◆ **TASK PROMPT**
The answer must be every line of the records in which the string "symbols" appears.

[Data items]

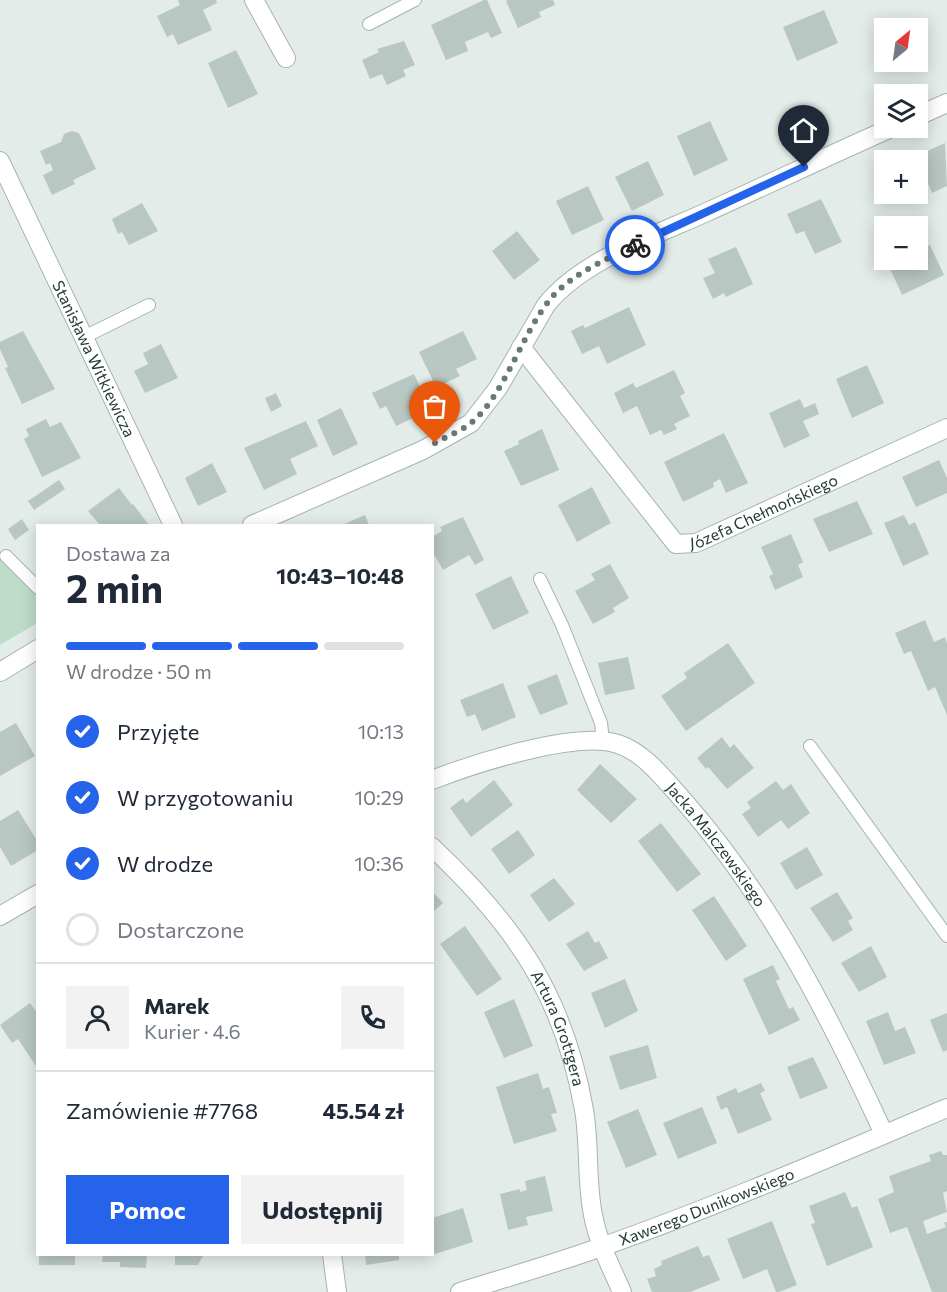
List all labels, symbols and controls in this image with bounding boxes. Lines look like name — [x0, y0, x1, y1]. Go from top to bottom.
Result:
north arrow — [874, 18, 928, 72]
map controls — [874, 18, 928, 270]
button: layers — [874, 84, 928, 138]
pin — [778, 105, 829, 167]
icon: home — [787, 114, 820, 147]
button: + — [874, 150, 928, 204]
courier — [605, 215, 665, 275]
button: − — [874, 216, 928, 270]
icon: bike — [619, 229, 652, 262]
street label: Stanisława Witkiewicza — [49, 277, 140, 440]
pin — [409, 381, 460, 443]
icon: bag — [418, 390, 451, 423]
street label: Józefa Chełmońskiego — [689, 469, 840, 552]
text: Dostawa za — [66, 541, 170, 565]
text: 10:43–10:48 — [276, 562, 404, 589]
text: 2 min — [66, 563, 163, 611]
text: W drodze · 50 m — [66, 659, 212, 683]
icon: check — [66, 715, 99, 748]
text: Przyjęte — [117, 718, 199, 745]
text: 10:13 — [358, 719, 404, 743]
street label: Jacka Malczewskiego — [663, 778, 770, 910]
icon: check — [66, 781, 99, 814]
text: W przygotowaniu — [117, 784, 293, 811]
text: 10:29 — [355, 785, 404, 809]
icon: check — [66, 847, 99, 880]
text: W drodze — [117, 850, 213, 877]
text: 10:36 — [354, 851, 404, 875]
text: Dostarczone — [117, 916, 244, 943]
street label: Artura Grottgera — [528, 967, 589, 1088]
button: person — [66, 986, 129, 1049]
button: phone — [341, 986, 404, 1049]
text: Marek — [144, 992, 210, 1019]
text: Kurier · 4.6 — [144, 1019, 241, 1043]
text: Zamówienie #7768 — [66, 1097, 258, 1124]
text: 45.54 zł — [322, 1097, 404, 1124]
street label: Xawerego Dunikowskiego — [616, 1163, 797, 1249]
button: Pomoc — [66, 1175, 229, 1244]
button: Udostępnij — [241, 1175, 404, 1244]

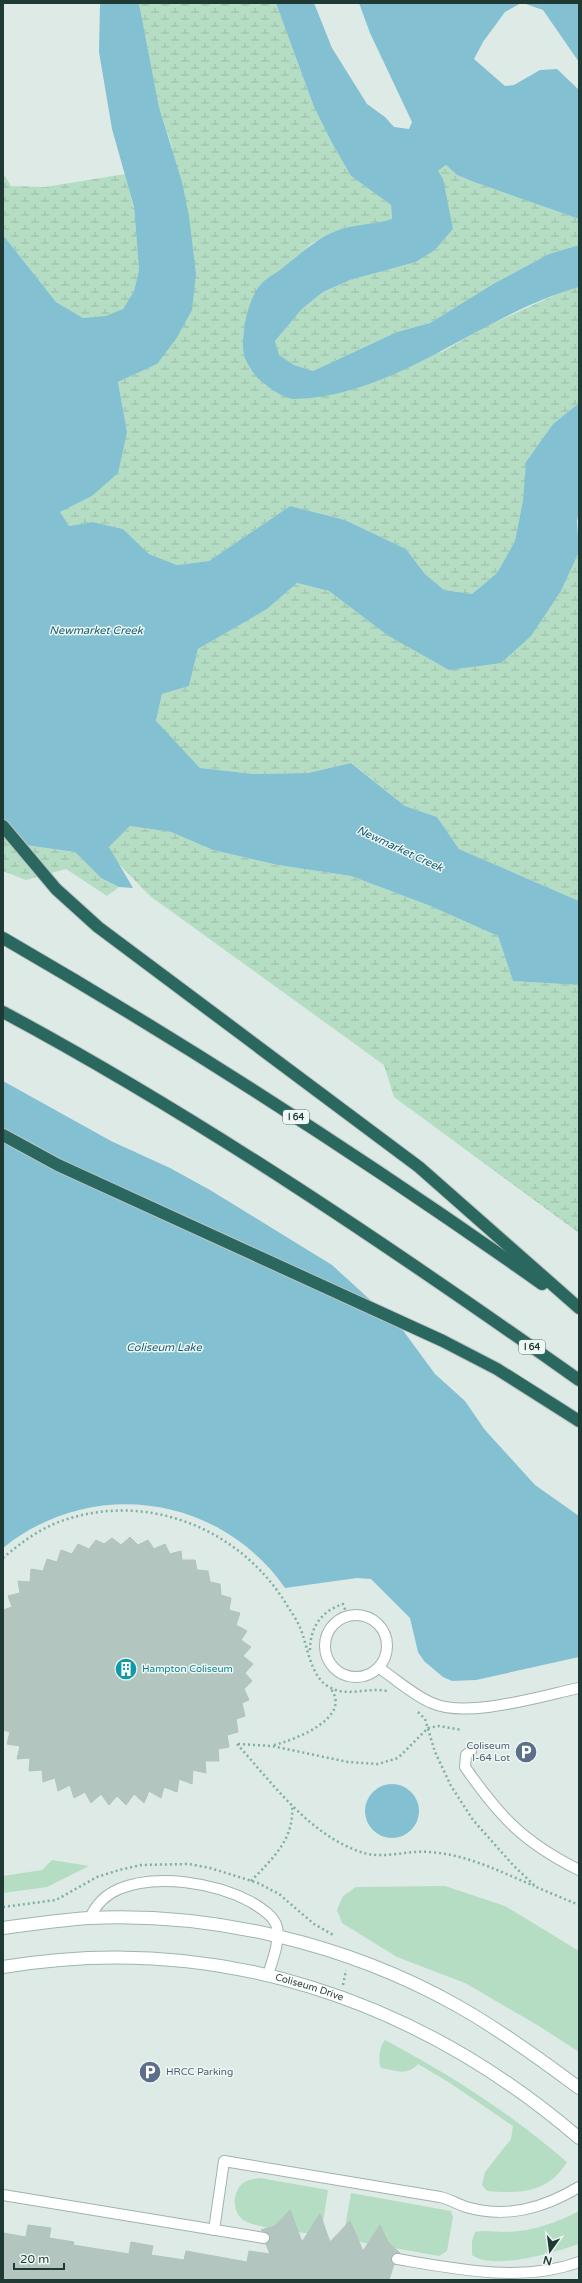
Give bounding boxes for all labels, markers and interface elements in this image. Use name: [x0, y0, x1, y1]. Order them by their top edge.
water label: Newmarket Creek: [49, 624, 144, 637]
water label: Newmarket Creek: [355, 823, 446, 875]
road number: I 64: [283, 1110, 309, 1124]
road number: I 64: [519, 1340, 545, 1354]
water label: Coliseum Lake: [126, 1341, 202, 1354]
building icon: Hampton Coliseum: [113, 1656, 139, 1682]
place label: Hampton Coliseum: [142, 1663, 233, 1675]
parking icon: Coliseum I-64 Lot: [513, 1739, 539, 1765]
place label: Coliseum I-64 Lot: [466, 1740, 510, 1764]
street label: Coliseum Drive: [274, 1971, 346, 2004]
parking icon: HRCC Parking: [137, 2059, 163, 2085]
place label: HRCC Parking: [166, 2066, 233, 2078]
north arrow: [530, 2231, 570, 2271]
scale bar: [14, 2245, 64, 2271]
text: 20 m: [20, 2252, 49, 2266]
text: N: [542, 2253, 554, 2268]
...
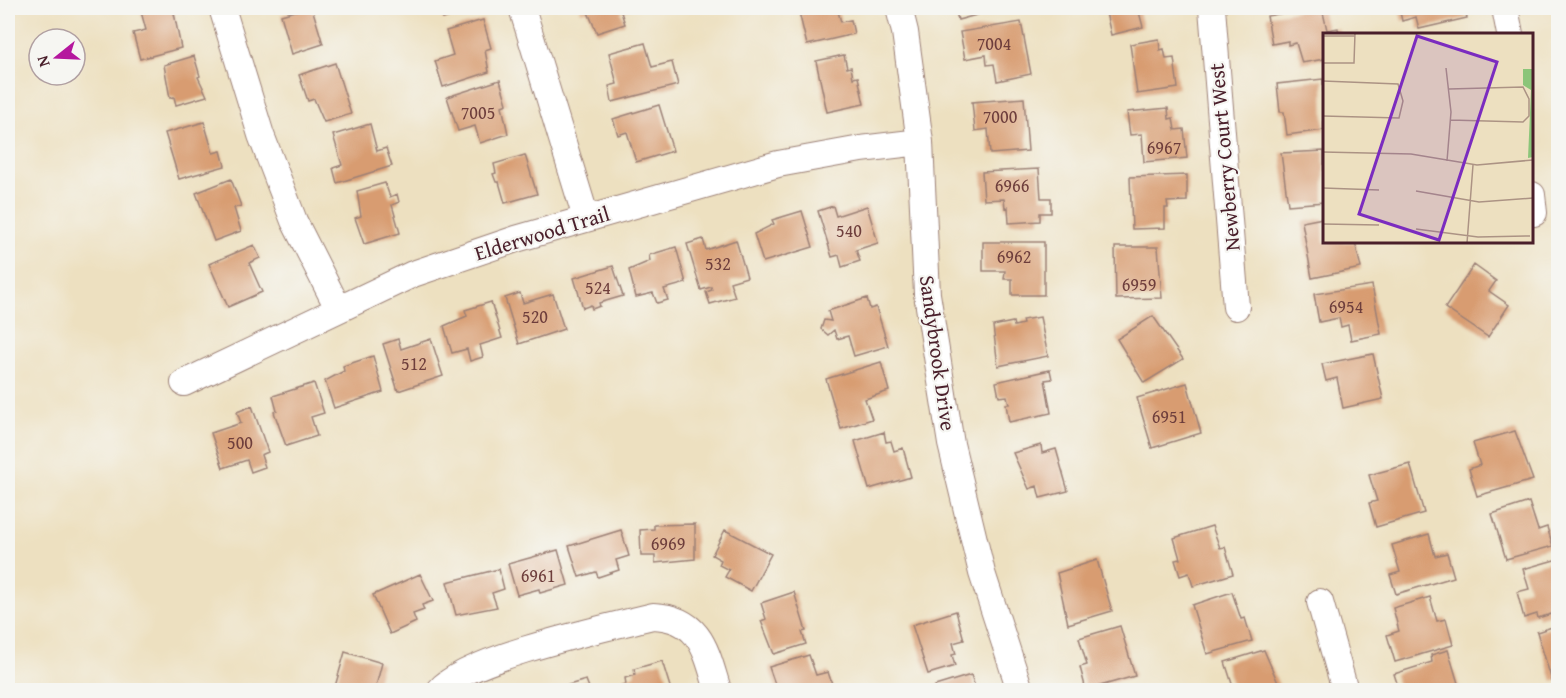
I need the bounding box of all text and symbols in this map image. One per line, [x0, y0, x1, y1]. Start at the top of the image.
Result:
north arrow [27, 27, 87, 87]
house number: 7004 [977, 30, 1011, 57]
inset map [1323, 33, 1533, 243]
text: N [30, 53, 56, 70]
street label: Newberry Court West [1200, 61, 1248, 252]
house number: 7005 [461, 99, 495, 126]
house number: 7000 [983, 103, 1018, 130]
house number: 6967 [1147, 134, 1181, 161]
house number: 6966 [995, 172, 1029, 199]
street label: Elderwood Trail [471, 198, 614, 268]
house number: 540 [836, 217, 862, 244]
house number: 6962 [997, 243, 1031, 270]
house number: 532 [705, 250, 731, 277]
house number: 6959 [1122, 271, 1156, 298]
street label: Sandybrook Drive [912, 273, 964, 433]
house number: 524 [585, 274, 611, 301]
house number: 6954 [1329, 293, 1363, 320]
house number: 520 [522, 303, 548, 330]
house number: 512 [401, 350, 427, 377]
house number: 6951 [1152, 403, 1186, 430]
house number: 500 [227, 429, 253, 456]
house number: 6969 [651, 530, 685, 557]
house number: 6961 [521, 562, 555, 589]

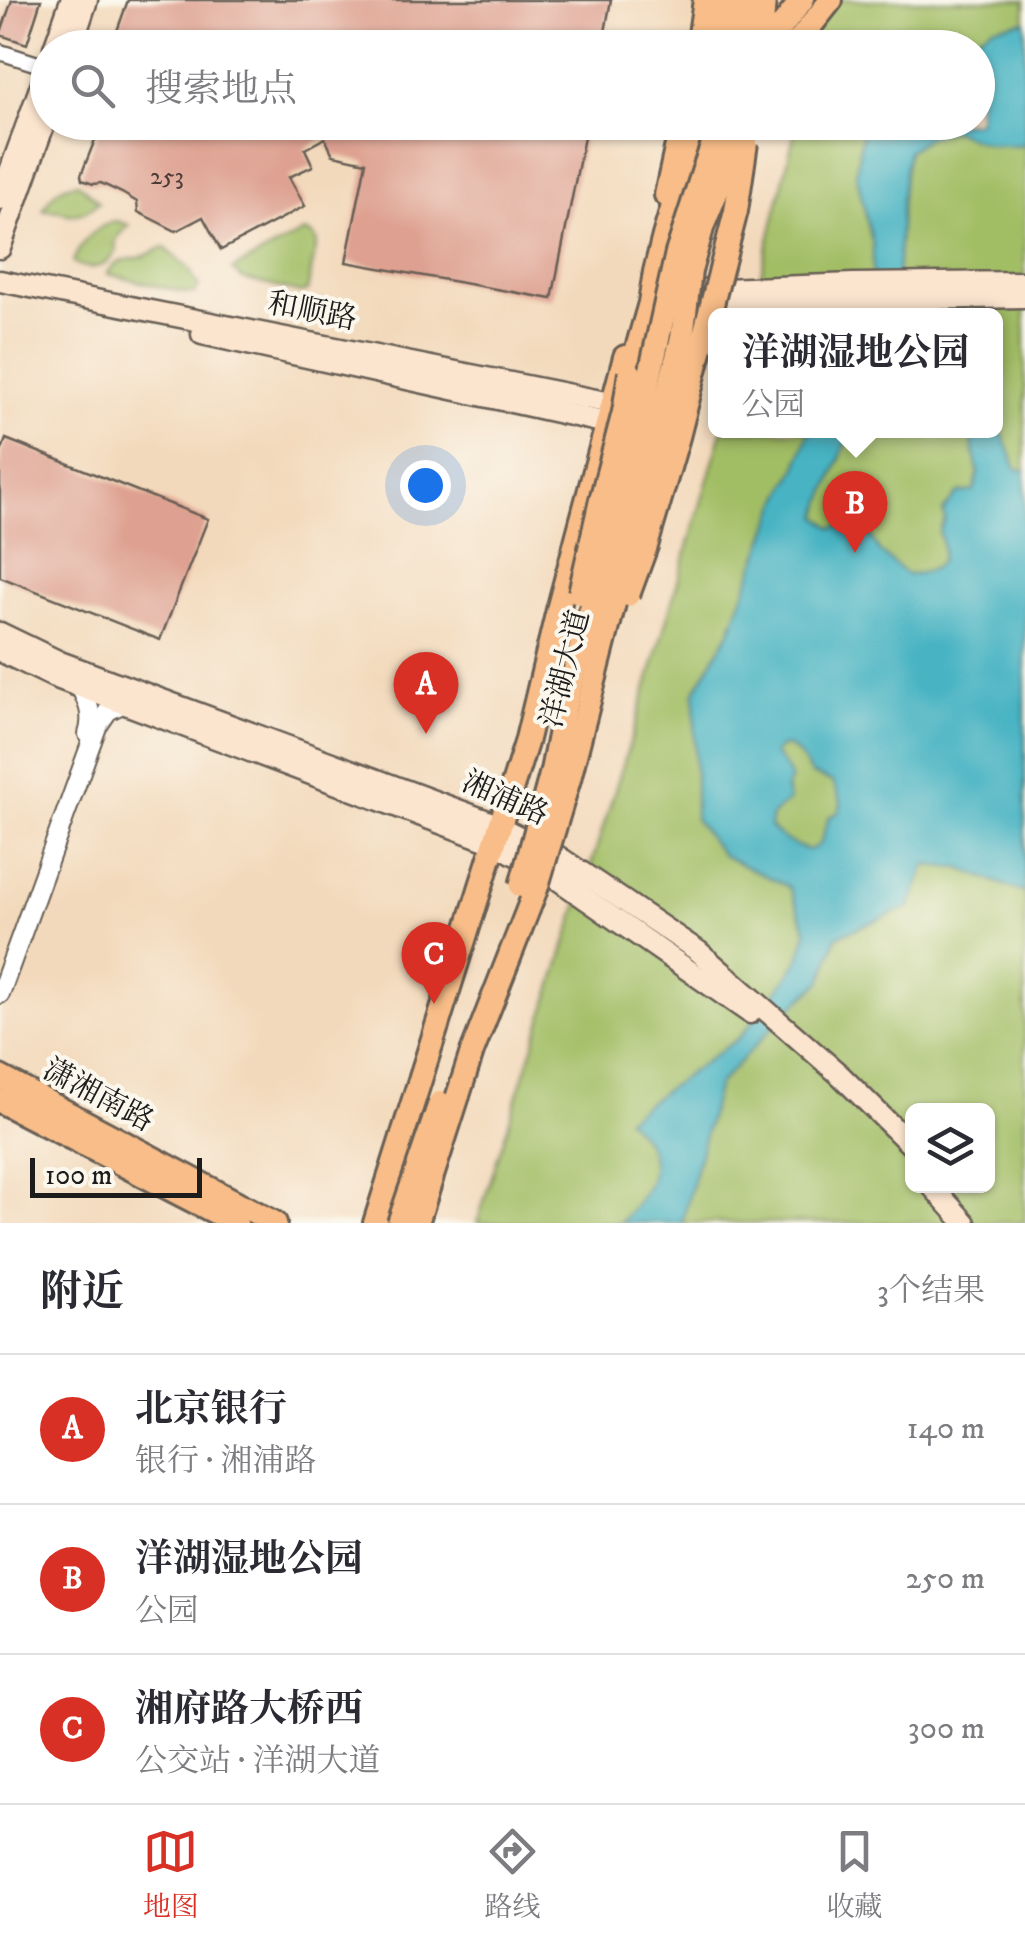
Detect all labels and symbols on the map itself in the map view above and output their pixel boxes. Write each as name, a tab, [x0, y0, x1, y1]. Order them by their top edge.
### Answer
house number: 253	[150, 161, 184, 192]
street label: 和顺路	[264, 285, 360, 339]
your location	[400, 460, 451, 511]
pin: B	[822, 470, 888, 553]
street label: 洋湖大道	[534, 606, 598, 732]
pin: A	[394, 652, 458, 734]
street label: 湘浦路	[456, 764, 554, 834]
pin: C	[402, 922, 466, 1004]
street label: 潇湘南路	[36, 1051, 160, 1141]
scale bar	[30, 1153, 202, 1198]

◆ **REPLY**
List all labels, symbols and controls in this image with bounding boxes. Lines look like name — [x0, y0, x1, y1]. Go from top to bottom.
I need the bounding box of all text and symbols in this map image. One per line, [x0, y0, x1, y1]. Start at the top of the image.
Detect all labels and symbols on the map itself in the map view above and output their pixel boxes. Write each as name, a tab, [x0, y0, x1, y1]. Order them by their top edge.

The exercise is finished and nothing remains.